<<<<
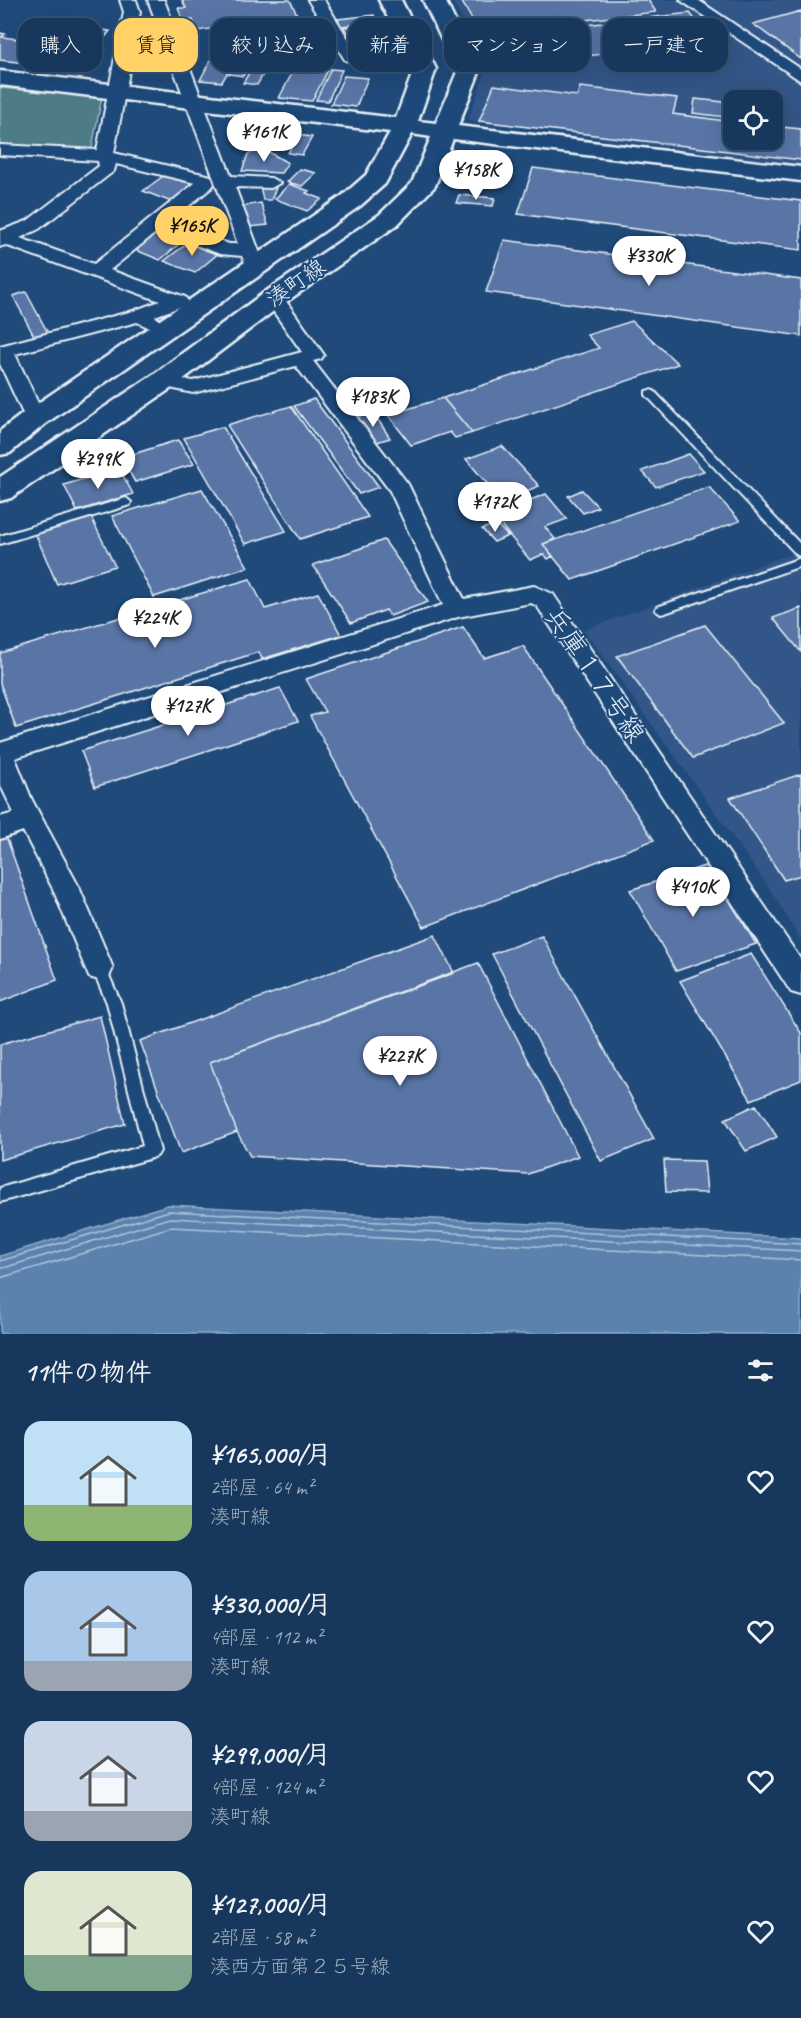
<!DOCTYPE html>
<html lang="ja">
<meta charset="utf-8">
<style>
body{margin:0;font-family:Caveat,"Klee One",sans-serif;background:#203f62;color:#f1f3f6;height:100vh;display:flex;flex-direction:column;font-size:22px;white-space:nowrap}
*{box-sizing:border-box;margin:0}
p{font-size:20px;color:#9eacbb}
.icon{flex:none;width:33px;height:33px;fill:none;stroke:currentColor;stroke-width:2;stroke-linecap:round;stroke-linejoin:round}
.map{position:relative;height:1334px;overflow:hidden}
.sheet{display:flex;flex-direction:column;background:#17385c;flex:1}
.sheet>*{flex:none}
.guide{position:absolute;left:18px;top:18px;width:765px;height:54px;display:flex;gap:12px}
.fabs{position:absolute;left:723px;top:90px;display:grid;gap:12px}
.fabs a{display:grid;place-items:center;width:60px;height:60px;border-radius:12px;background:#17385c;box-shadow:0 6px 24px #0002,0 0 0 2px #365272;font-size:30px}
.price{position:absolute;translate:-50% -51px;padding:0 14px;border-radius:21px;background:#fff;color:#222;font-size:20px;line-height:39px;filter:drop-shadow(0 2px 3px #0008)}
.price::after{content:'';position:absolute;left:50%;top:36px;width:18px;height:14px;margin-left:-9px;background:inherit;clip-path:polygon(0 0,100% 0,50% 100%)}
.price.current{background:#ffd166;color:#111}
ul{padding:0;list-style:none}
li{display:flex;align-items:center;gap:18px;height:150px;padding:0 24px}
li span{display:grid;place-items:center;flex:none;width:168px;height:120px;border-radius:18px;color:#555}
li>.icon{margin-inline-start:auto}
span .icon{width:72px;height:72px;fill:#fffc;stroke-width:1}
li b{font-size:26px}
h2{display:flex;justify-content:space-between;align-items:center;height:72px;padding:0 24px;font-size:26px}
.pill{padding:0 21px;border-radius:18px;background:#17385c;box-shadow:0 6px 24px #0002,0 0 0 2px #365272;font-size:21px;line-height:54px}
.pill.current{background:#ffd166;color:#111}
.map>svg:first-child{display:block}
.built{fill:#305787;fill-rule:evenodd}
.green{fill:#4e7c86;stroke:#9bb6bf;stroke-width:1.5}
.water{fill:#5a82ac;stroke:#93aeca;stroke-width:1.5}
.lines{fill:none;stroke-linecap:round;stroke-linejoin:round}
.shore{stroke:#afc5da;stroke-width:1.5}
.building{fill:#5975a6;stroke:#e8f1f8;stroke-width:1.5}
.lane-casing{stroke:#e8f1f8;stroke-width:4}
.street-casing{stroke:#e8f1f8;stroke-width:4}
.secondary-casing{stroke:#e8f1f8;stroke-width:5}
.lane{fill:#1f4a7a;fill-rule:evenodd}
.street{fill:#1f4a7a;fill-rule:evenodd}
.secondary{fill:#1f4a7a;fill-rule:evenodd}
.labels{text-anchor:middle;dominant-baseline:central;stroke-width:4.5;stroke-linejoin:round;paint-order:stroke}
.far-street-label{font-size:22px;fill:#e8f1f8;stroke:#1f4a7a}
.street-label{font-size:26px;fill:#e8f1f8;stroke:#1f4a7a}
</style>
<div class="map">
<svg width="801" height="1334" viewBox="0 0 801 1334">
<rect width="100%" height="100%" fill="#1f4a7a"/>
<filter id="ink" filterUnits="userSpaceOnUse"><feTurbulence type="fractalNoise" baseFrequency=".0167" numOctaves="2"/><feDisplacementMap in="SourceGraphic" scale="12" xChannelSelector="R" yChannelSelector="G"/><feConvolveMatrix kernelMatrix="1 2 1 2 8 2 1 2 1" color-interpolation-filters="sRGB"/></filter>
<g filter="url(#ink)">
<path class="built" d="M452 0H801V165L468 120 487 67ZM734 100H772V140H734Z
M801 550V941L770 889 584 630Z"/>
<path class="green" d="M0 88 102 97 91 153 0 144Z"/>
<path class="water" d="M168 1205 801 1238V1334H0V1256Z"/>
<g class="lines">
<path class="shore" d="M0 1261 169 1211 801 1244
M0 1269 170 1218 801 1251
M0 1278 171 1227 801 1260"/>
</g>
<path class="building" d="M182 0H290L308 37H304L306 41 282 45 280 41 269 42 263 27 225 32 223 27 197 31 193 20 183 21 178 8H186Z
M476 0H648L656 12 479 32 462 2Z
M801 11V59L753 24Z
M690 13 711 41 504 66 488 36Z
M374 15 377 22 341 26 338 19Z
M378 23 383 34 349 37 344 27Z
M72 26 110 31 93 52 73 50 66 59 76 60 70 68 0 60V33L5 34 2 37 58 44Z
M383 35 392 53 358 54 351 39Z
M216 50 239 53 222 82 200 80Z
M242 52 256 54 243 76 229 74Z
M259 56 273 58 257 85 243 83Z
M297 64 329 68 312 101 279 98Z
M331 69 342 70 328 101 316 100Z
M344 76 368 78 356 107 331 104Z
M494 85 577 96 580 87 677 98 673 114 734 122V140H772V126L801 129V160L479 121Z
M695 99 734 103V118L693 113Z
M772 107 779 108 778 122H772Z
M298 135 312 137 302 155 288 153Z
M262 148 288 163 281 173 242 171 248 154Z
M475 152 490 154 483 170 469 168Z
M533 168 801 201V250L518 214Z
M300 169 316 173 302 186 287 182Z
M166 174 197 185 174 203 143 191Z
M289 184 309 191 306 193 322 199 307 211 275 199Z
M260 186 276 188 271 200H263Z
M459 195 495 198 493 206 456 203Z
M261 203 268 225 249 227 243 206Z
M158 230 184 240 160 260 133 249Z
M504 240 801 280V336L486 292Z
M190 241 220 252 195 273 164 261Z
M26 292 48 333 34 336 13 296Z
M632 321 678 364 472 433 443 398 599 348 587 335Z
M443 398 472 433 455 438 450 432 411 445 388 415Z
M314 399 379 487 359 494 294 406Z
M291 406 368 517 300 539 227 425Z
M373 412 390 438 373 443 356 417Z
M223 427 286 531 245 544 184 438Z
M178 440 194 464 135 482 121 458Z
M502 446 539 486 502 501 466 459Z
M689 454 704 471 656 487 642 471Z
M119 468 133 494 77 511 64 485Z
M709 487 740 521 572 580 543 544Z
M202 489 248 567 154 597 112 516Z
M582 490 598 507 583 513 568 496Z
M546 494 567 519 545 527 555 539 543 544 553 556 548 559 544 554 530 560 499 523 527 512 520 504Z
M91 517 115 566 57 584 35 533Z
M496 524 508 536 494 542 482 529Z
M384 540 428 602 390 616 386 610 351 623 313 565Z
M250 579 265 609 318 593 341 635 262 659 259 652 16 728 0 683V653Z
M801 608V652L773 618Z
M705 625 784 723 693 758 617 656Z
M463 627 484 658 523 646 654 840 424 927 310 716 325 712 306 679Z
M280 688 298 721 95 787 81 751Z
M801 774V875L784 880 730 798Z
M6 836 57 980 0 1002V838Z
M708 865 756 944 676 971 630 890Z
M435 935 454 973 210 1062 237 1132 181 1153 140 1041Z
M542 936 654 1139 601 1161 492 954Z
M751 954 801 1033V1080L751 1100 680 981Z
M478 963 578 1156 528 1174 250 1156 237 1132 210 1062Z
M100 1016 125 1124 0 1160V1044Z
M756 1105 777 1137 746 1151 725 1119Z
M664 1160 704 1161 707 1193 666 1192Z"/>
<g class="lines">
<g class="lane-casing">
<path id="lane" d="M650 390 654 391 801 545V556L797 555 646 395V391Z
M126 498 131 502 130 505 0 544V536Z
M801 558V566L665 613 661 614 655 610 657 607Z
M99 962 104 964 121 1003 160 1151 157 1156 152 1158 0 1202V1188L143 1146 107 1003 92 968 94 964Z"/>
</g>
<g class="street-casing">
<path id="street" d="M120 0H136L140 12 114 153 211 176 214 184 211 188 169 222 229 244H238L148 0H164L231 176 271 178 280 183 271 188 235 187 265 267 263 271H249L242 256 220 254 158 231 110 270 185 297 188 301 185 305 155 316 162 323 159 327 152 329 137 322 15 354 45 418 42 423H28L25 418 0 364V346L133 311 160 301 5 245 0 247V231L27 221 99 166 98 161 0 155V145L97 150 124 12ZM116 164 195 183 94 264 20 238 39 229 114 171Z
M308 0H324L357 53 425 64 433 69 425 74 345 60Z
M680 0H698L801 69V81Z
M274 292 281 294 324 355 321 359 313 361 408 484 464 599 534 586 553 594 801 960V995L791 992 537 606 531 603 458 617 15 758 32 800 79 887 113 968 109 977 99 980 89 977 53 889 23 831 0 839V817L14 813 0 784V743L443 605 390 491 296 366 193 393 156 385 153 381 156 377 163 375 193 381 302 352 264 298Z"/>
</g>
<g class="secondary-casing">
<path id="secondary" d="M379 0H401L436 69 418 121 436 123 457 72 423 0H445L479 72 458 126 801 167V181L453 139 435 186 397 225 283 304 173 387 11 498 0 501V477L153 375 265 292 379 215 412 183 431 137 412 134 385 184 360 206 45 424 10 453 0 455V431L25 412 342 196 366 175 390 132 0 85V71L396 118 414 69Z"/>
</g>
<use href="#lane" class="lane"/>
<use href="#street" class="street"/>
<use href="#secondary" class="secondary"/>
</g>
</g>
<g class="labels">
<g class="far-street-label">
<text transform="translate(296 283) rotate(-35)">湊町線</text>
</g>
<g class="street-label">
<text transform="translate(595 675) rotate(56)">兵庫１７号線</text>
</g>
</g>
</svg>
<div class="fabs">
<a><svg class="icon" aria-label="locate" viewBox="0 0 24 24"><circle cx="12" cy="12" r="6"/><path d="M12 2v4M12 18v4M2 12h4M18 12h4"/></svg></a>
</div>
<b class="price" style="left:264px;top:163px">¥161K</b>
<b class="price" style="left:476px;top:201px">¥158K</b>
<b class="price current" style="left:192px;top:257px">¥165K</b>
<b class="price" style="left:649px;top:287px">¥330K</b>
<b class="price" style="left:373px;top:428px">¥183K</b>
<b class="price" style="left:98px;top:490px">¥299K</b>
<b class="price" style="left:495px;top:533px">¥172K</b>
<b class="price" style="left:155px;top:649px">¥224K</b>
<b class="price" style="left:188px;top:737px">¥127K</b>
<b class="price" style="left:693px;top:918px">¥410K</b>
<b class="price" style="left:400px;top:1087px">¥227K</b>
<div class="guide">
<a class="pill">購入</a>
<a class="pill current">賃貸</a>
<a class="pill">絞り込み</a>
<a class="pill">新着</a>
<a class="pill">マンション</a>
<a class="pill">一戸建て</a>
</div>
</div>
<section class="sheet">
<h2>11件の物件<svg class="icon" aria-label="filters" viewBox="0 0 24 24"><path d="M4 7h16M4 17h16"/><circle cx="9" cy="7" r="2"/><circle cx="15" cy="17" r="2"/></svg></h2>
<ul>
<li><span style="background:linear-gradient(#bfe0f5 70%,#8fb573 0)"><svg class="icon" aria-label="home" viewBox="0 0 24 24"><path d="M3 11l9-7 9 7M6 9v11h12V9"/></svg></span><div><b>¥165,000/月</b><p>2部屋 · 64 m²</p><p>湊町線</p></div><svg class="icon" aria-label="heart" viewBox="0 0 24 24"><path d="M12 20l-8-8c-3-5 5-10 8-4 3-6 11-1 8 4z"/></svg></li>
<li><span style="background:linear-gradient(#a9c7e8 75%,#9aa5b1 0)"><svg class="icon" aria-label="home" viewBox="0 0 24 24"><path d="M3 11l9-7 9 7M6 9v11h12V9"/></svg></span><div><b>¥330,000/月</b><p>4部屋 · 112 m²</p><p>湊町線</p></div><svg class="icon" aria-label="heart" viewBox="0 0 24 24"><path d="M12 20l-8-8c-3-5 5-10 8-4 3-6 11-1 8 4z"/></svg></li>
<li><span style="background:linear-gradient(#c9d6e8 75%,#9aa5b1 0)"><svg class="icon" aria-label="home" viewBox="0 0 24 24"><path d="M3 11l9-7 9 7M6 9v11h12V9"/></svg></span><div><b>¥299,000/月</b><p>4部屋 · 124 m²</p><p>湊町線</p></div><svg class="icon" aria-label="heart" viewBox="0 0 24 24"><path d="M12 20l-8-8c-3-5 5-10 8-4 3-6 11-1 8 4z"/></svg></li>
<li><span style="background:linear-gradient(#dfe7d0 70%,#7fa58c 0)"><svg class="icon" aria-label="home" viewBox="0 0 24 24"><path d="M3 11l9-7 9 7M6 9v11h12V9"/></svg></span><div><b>¥127,000/月</b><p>2部屋 · 58 m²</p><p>湊西方面第２５号線</p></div><svg class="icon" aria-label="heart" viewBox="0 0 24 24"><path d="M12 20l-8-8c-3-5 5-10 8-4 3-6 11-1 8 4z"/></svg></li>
</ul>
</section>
>>>>
■ **ASSIGNMENT**
Count the lines of the data that hold the string "fabs", and give that number as the entire reply.

■ **YOUR RESPONSE**
3